• _Records for this exercise_:

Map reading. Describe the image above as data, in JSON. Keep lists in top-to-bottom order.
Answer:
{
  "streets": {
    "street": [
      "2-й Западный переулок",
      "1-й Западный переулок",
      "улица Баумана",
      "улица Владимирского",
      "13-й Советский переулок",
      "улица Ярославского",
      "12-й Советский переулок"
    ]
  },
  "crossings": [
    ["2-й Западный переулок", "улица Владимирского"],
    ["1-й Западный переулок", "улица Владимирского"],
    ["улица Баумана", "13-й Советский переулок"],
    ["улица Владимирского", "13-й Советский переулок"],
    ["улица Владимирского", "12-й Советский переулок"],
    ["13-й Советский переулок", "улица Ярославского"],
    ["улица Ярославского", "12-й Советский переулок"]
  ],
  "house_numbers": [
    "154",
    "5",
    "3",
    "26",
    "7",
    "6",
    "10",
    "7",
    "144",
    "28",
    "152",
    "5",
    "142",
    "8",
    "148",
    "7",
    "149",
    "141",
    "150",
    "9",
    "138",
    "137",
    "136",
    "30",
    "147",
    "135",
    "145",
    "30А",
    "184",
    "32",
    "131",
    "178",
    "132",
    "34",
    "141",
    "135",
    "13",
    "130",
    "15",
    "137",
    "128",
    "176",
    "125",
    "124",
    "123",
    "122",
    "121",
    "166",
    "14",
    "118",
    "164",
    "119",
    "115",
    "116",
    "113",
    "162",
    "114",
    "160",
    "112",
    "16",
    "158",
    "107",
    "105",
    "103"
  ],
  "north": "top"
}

---

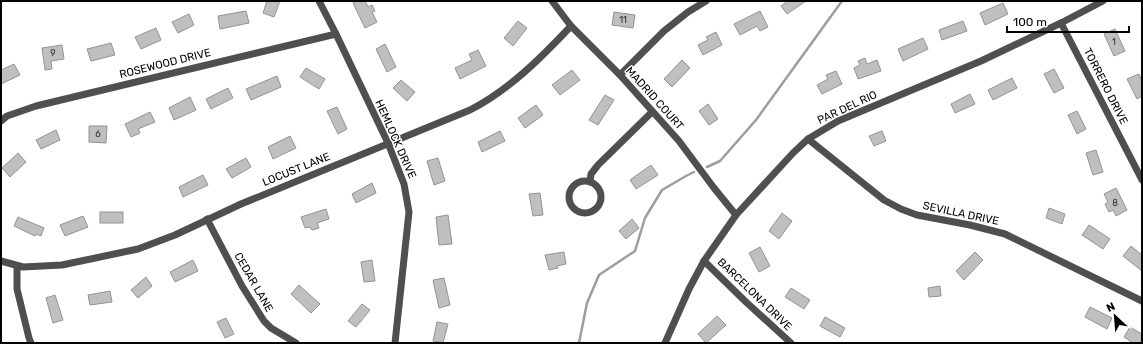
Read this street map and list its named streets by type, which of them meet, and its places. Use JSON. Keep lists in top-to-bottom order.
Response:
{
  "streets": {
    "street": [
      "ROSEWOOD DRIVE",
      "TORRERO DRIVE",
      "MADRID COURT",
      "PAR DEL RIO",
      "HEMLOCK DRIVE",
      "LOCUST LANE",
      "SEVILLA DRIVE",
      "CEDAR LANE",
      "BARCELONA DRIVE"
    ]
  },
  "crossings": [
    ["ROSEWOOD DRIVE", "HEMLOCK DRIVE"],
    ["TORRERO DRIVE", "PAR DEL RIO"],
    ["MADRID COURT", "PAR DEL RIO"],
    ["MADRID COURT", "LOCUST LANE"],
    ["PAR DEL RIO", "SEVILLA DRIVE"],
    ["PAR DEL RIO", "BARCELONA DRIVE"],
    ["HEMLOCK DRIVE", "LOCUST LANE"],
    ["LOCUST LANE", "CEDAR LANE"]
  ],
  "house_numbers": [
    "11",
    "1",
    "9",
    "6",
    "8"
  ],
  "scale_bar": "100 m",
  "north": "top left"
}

• _What is expected_: Within the records, tally every line that contains the word "bottom". Only the resulting number should be given.

• _Exercise response_: 2